Alumni Update: We Can’t Not Do Something

Innovation & Entrepreneurship

SKoehler_DWPHatch_sketch01

Design Week Portland (DWP) is a week-long festival made up of independently produced events sprinkled across the city. It’s a celebration of all disciplines of design, and spotlights the critical role design is playing in Portland and beyond. There’s no doubt that Portland has a thriving design community, but it’s often hidden behind closed studio doors or scattered amongst independents. DWP breaks us away from the day-to-day norm, mixes up all levels and types of creators and allows us to hear and see things we would not typically have access to. DWP creates the right conditions for unique experiences to emerge–similar to the environment that Hatch produces.

This past week’s DWP celebrations at Hatch turned into one of those experiences. It felt as if we had the right place (Hatch), with the right conversation (Biomimicry for Creative Innovation’s (BCI) events), with the right piece of art (Yukiyo Kawano’s bombs installation – Fat Man and Little Boy) to make a very “relevant moment” for people.

Quick rewind:

During Monday evening’s DWP event about 100 people gathered at Hatch for our Design and Biomimicry lecture. Initially struck by the beauty of the space itself, attendees also commented on how impressed they were by all the things that were happening at the seemingly hidden gem that is Hatch. We had the right place, and it felt very personable.

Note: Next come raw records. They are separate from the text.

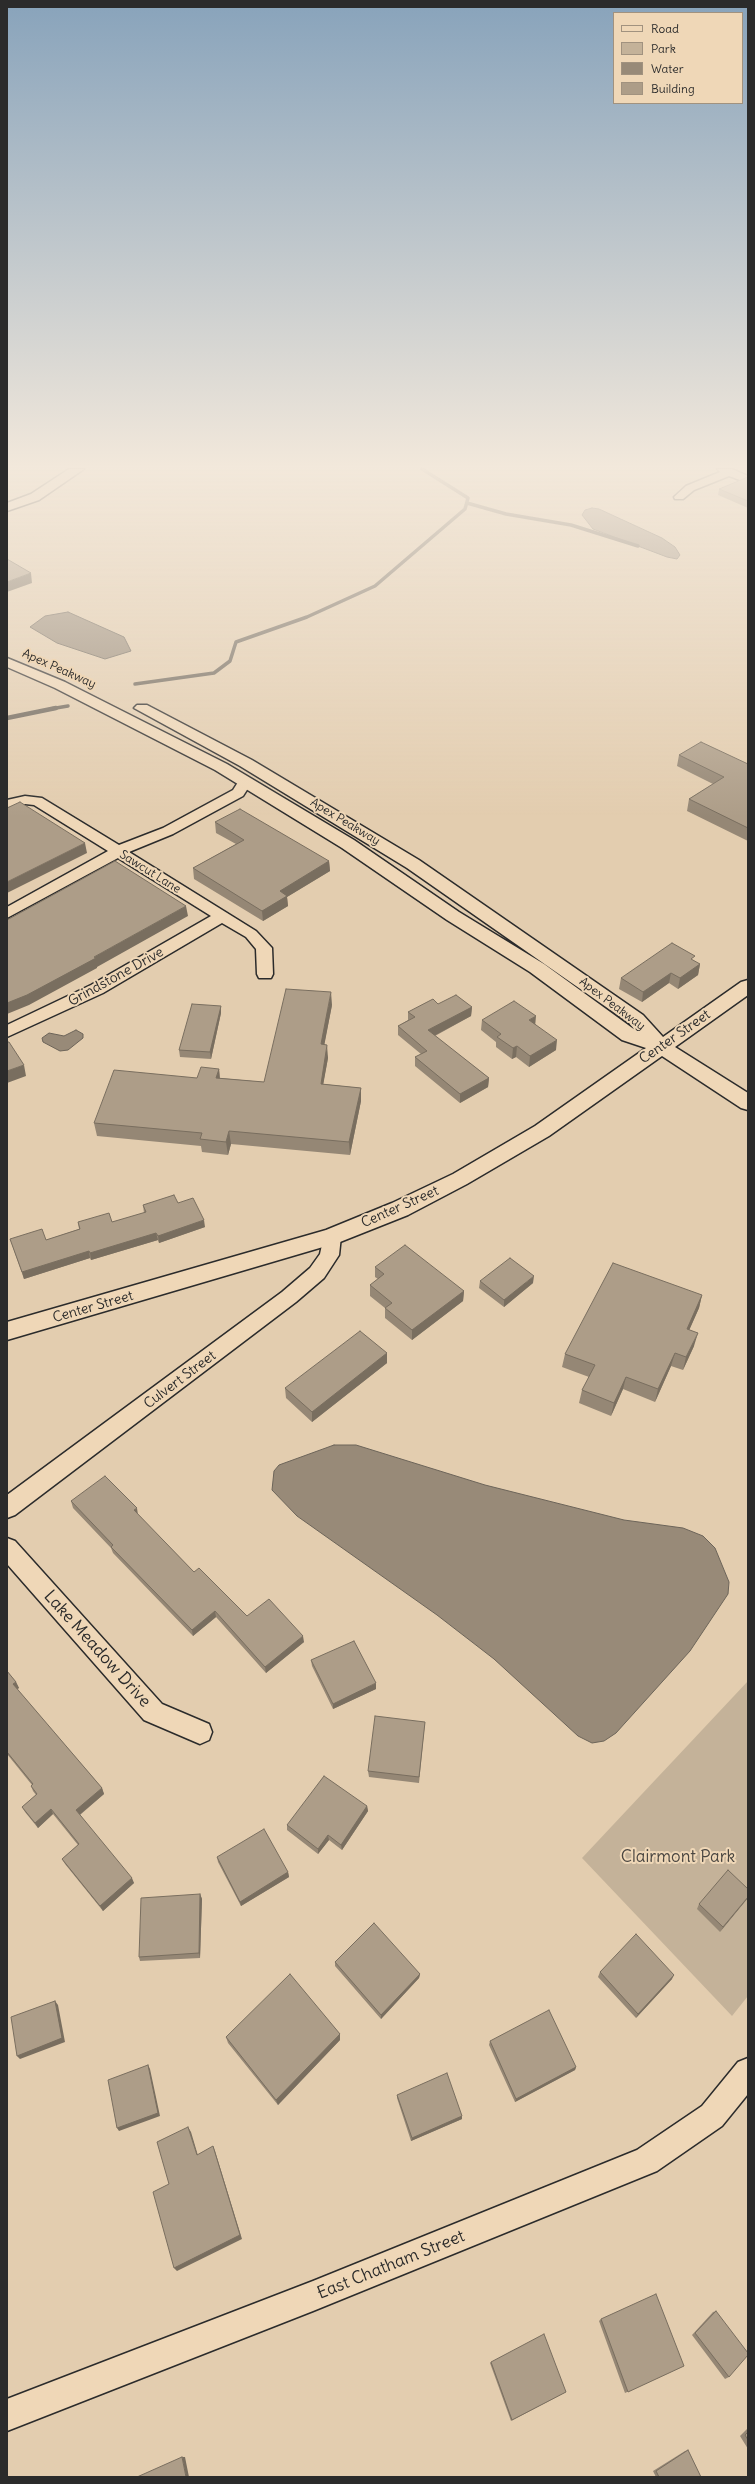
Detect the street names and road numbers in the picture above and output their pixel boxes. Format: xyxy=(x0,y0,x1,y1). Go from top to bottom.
street label: Apex Peakway xyxy=(20,646,98,692)
street label: Apex Peakway xyxy=(307,795,383,849)
street label: Sawcut Lane xyxy=(117,847,183,897)
street label: Grindstone Drive xyxy=(65,944,167,1010)
street label: Apex Peakway xyxy=(576,974,648,1034)
street label: Center Street xyxy=(636,1006,714,1068)
street label: Center Street xyxy=(359,1182,441,1232)
street label: Center Street xyxy=(51,1288,135,1326)
street label: Culvert Street xyxy=(141,1347,219,1413)
street label: Lake Meadow Drive xyxy=(39,1586,155,1712)
street label: East Chatham Street xyxy=(314,2226,468,2304)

For the lecture itself, I shared my take on how everybody can use more bio-aligned design in order to move beyond human-centered practices and on to life-thriving innovation. In short, it’s something like: “As humans, we’re decent at figuring out other people. Design is good for that, but we need to get better at learning from all of nature—biomimicry  helps with that. Ultimately, here’s how we can change the way we think, and start thinking about ourselves as a part of nature, not apart from it…” We had the right conversation: discussing what we might do moving forward.

Beautiful bombs

Finally, the two beautifully striking life-sized replicas of the atomic bombs (made out of old kimonos by Yuki) that America dropped on Japan were gently moving above the audience’s heads. They’d be looking at the illustrations and visual metaphors in my presentation while occasionally catching a glimpse of the bombs swaying slightly above them. We had the right artwork to bring the metaphors back to the reality of the situation.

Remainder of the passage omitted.